Mulheres estão cada vez mais atuantes no mercado financeiro

Edu Coutinho Colunista de Entretenimento

Em 2020 o número de investidoras pessoa física saltou 118%, passando de 847 mil. Mas elas ainda são 26% do total. A cautela é uma característica que sempre andou junto com as mulheres, em vários aspectos – como carros, imóveis e outros bens. E no mercado financeiro isso não fica para trás. Mas, as novas gerações parecem estar equilibrando um pouco mais essa prudência com um certo risco dos investimentos nesta área.

 

De acordo com um levantamento da B3, a Bolsa brasileira, em 2020 o número de investidoras pessoa física saltou 118%, passando de 847 mil. Mas elas ainda são 26% do total. Os homens somam 2,38 milhões.

 

A assessora de investimentos e Head de Mesa Digital da Golden Investimentos, Isadora Giaretta, comenta que apesar da porcentagem baixa, o número de investidoras é um recorde histórico no país. “A crise de 2020 fez muitos investidores saírem de sua zona de conforto em busca de risco e pelos juros baixos. Além disso, como a taxa básica de juros (Selic) está na mínima histórica de 2%, explodiu o número de investidores pessoa física – nos últimos três anos – e, com isso, a presença feminina na B3 também saltou”, explica.

 

Isadora Giaretta, comenta que apesar da porcentagem baixa, o número de investidoras é um recorde histórico no país.Foto: Divulgação

Atualmente, a Golden Investimentos atende mais de 3 mil clientes e atingiu a marca de R$2 bilhões sob custódia. Dessas contas assessoradas, 49% são de mulheres que buscam uma ajuda profissional para aumentar seus rendimentos no mercado financeiro. “Geralmente, a procura vai desde jovens em início de carreira até mulheres mais velhas e com uma vida profissional consolidada com um perfil mais conservador.
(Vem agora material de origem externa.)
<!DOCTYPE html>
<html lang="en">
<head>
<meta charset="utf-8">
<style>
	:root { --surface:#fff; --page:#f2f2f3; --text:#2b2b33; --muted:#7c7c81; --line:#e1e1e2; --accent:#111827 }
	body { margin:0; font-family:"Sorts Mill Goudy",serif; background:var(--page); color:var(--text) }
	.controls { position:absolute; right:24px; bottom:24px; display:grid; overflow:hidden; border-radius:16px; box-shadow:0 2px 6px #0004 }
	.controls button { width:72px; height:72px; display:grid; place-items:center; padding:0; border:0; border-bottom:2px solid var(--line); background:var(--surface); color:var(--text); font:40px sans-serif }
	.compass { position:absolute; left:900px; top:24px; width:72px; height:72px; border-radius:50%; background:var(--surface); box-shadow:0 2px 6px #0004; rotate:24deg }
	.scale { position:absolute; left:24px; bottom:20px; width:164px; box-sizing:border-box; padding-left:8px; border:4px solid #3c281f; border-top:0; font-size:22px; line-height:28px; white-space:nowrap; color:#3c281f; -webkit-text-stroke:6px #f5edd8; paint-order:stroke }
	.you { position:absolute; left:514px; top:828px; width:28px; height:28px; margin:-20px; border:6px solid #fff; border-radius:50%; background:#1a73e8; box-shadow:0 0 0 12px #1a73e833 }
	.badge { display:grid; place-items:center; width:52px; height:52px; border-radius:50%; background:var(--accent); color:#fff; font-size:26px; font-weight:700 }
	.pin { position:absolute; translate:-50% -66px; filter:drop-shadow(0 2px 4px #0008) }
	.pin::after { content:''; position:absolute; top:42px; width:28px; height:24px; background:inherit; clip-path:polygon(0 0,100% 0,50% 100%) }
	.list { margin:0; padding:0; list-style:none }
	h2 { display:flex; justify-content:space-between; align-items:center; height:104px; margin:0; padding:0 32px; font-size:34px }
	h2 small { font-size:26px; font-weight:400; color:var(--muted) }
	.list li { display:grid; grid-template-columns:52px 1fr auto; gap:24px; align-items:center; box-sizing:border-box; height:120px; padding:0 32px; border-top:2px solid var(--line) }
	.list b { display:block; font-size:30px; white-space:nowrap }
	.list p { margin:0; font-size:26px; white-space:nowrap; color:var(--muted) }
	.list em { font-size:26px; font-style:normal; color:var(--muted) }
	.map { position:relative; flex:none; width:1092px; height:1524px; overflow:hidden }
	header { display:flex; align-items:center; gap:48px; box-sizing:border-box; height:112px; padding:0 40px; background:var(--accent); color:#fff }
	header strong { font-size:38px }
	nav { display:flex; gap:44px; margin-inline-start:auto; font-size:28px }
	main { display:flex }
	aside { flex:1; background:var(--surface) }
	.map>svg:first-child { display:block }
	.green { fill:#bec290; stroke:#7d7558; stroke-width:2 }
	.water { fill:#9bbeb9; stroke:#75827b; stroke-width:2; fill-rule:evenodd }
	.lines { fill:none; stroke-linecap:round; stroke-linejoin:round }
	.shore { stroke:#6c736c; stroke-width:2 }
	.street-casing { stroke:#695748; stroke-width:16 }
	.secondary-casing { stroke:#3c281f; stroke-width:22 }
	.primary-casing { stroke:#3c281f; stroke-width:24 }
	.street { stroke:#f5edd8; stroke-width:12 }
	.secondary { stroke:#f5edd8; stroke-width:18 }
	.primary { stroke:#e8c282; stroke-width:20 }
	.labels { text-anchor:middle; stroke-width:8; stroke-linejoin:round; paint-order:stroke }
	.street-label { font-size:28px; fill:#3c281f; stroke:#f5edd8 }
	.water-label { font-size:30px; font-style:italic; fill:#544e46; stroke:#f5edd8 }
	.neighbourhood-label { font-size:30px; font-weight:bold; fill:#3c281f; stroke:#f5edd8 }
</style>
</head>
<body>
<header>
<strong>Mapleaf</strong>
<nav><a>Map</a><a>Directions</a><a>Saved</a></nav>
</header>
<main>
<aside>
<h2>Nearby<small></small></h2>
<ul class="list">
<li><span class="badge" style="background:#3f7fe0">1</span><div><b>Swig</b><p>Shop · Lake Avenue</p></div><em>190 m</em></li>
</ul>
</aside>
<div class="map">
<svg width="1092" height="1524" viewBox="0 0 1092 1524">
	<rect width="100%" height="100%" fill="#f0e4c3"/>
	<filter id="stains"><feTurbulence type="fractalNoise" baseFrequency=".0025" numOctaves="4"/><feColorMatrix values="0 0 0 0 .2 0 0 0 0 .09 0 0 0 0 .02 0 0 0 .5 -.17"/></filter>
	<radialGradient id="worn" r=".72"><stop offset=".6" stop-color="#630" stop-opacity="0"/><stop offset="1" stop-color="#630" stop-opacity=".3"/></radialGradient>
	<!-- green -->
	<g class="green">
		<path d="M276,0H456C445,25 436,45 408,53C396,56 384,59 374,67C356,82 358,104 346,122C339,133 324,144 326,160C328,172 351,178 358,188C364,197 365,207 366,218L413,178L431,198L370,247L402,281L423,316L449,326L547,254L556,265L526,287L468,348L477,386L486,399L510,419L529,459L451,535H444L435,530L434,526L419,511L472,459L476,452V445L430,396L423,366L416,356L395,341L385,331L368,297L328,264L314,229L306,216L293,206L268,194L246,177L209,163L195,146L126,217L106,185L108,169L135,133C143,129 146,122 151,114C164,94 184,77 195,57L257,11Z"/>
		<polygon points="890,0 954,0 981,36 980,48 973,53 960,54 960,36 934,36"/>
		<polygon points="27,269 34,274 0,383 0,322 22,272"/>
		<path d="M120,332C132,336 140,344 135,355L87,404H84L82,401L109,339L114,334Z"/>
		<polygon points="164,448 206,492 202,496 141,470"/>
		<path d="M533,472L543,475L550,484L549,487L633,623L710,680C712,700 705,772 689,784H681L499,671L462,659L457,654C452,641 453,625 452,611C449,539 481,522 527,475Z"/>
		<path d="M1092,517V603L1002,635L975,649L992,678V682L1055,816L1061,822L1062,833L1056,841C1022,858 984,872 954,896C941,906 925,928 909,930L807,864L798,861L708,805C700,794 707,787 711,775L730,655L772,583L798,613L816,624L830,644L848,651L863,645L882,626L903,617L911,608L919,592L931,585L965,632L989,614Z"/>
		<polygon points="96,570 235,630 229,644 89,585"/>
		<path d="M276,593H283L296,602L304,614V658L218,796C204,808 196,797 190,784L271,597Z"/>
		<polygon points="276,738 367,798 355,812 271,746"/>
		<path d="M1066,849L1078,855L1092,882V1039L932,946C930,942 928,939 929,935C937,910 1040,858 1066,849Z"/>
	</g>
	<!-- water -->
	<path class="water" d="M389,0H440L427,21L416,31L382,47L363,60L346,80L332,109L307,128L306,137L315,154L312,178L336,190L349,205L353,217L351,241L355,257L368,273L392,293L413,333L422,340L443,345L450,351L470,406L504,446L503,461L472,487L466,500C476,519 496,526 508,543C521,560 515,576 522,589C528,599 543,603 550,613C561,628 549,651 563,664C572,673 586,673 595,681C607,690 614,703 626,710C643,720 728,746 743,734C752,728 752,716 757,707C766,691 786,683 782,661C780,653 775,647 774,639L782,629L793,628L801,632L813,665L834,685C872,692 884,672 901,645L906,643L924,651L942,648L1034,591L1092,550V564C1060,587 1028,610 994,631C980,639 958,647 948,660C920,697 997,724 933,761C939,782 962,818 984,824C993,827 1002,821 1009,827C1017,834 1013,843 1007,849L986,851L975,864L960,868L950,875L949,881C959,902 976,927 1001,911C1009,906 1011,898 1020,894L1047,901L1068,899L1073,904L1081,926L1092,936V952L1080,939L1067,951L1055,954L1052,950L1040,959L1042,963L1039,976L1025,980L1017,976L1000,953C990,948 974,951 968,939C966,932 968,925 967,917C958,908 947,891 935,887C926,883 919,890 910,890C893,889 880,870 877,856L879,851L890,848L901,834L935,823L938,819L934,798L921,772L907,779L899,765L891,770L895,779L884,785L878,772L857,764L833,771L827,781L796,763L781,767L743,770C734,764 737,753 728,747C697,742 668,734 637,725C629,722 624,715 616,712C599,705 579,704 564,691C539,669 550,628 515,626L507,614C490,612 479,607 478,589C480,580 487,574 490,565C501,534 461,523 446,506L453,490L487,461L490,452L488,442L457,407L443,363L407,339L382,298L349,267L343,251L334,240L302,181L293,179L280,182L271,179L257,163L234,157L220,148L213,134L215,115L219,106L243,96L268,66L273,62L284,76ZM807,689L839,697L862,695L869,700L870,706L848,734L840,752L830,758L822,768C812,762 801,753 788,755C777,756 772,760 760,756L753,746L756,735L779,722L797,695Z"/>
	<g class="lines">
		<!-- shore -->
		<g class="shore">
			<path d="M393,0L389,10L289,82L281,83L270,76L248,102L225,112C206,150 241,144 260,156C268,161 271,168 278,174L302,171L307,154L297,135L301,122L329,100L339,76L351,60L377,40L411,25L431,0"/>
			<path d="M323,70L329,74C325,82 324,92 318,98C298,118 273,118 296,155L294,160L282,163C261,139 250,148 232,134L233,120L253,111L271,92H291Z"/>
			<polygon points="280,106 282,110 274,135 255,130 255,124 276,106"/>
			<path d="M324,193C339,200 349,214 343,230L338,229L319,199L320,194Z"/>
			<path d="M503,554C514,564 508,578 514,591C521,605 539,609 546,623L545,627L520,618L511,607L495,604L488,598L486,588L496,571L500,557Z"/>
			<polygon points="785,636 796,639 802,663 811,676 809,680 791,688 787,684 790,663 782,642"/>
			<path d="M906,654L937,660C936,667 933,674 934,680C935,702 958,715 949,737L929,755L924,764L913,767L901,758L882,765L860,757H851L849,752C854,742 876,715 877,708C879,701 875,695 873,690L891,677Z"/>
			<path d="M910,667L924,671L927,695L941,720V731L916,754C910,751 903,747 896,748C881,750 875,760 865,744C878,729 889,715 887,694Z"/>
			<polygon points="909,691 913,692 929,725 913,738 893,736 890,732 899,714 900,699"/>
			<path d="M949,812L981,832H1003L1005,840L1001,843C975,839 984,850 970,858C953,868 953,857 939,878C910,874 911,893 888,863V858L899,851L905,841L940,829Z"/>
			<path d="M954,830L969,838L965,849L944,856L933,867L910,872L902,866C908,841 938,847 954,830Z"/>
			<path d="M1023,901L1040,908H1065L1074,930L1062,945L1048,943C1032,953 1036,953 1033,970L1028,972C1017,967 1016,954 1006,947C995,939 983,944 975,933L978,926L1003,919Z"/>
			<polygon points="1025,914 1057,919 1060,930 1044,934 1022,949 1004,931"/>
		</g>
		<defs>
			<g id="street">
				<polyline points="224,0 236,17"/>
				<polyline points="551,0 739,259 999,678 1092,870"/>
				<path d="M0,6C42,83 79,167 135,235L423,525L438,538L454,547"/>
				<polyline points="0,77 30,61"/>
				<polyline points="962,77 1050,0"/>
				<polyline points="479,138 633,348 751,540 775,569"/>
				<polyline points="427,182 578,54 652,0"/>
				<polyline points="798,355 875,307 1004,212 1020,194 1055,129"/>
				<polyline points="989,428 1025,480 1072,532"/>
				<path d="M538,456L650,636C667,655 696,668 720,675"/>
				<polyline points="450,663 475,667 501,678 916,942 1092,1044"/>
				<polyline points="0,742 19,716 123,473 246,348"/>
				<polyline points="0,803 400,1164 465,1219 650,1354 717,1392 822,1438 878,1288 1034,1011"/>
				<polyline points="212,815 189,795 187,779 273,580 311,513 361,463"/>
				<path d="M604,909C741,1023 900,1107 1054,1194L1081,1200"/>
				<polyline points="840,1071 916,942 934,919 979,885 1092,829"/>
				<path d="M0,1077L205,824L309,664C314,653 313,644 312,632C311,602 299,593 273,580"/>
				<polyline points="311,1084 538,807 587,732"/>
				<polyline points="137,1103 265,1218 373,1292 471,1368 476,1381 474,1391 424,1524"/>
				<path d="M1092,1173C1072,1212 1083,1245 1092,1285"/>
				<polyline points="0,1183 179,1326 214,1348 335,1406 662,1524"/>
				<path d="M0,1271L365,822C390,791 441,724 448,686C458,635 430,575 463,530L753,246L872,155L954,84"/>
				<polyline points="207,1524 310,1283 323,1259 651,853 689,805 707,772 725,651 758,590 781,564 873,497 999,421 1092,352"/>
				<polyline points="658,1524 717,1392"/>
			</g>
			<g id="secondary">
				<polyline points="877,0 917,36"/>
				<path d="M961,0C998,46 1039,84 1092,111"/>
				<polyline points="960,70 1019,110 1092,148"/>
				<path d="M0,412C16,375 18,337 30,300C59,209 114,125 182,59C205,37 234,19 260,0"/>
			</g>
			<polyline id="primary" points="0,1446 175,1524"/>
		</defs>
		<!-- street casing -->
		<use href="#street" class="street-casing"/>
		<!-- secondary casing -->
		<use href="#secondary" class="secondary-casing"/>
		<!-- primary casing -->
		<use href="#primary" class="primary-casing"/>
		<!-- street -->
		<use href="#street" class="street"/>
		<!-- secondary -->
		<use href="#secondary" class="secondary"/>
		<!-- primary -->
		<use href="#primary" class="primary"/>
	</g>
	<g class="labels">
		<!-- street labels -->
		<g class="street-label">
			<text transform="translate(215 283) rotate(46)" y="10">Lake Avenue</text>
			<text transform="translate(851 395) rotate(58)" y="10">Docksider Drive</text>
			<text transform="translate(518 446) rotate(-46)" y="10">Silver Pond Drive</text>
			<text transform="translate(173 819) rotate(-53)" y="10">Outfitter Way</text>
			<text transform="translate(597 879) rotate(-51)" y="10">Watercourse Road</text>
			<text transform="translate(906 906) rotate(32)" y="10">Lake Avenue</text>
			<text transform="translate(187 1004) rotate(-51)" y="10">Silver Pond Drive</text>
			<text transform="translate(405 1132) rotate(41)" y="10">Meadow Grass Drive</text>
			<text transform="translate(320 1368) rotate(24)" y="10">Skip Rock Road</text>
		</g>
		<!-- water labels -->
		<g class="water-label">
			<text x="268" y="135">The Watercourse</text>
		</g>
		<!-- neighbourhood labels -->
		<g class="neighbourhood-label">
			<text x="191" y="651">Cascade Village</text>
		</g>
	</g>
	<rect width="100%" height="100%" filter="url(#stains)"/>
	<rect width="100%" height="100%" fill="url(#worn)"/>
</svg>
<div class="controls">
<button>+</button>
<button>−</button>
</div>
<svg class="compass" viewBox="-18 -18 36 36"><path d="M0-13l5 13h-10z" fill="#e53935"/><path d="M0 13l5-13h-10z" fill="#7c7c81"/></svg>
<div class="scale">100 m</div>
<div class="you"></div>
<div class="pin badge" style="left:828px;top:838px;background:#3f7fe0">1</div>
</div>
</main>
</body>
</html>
Em menos de cinco anos percebemos uma mudança muito grande no comportamento feminino de ter um suporte, com o pai ou o marido cuidando das finanças, para um empoderamento na busca de entender o que está sendo feito com o seu dinheiro”, conta.

Atualmente, percebe-se que as mulheres estão bem mais ativas na busca da renda variável. “A tendência é que elas busquem mais esse mercado, até porque percebem que é um investimento de longo prazo. Para gerar um estímulo maior para este público, seria interessante desmistificar a renda variável e fortalecer a base de educação financeira. Segundo um estudo da XP, deve haver um movimento de mais de R$ 1 trilhão em direção à renda variável nos próximos anos, o que deve estimular ainda mais as mulheres”, espera.

Incentivo

Recentemente, a XP Investimentos criou o Trend Lideranças Femininas, que é um fundo só com ações de empresas listadas na bolsa americana e que tenham uma real preocupação com o aumento da proporção de mulheres em altas posições. Além de aplicar o patrimônio em empresas comprovadamente com mulheres na liderança, parte da taxa de administração é destinada a um projeto social.
“Esse fundo reúne cerca de 160 empresas que são lideradas na maior parte por mulheres de diversos setores – como tecnologia, mercado financeiro, educação, entre outros. O investimento é direcionado para o público em geral, sendo bem acessível, com aplicações que podem ser feitas a partir de R$100,00”, destaca.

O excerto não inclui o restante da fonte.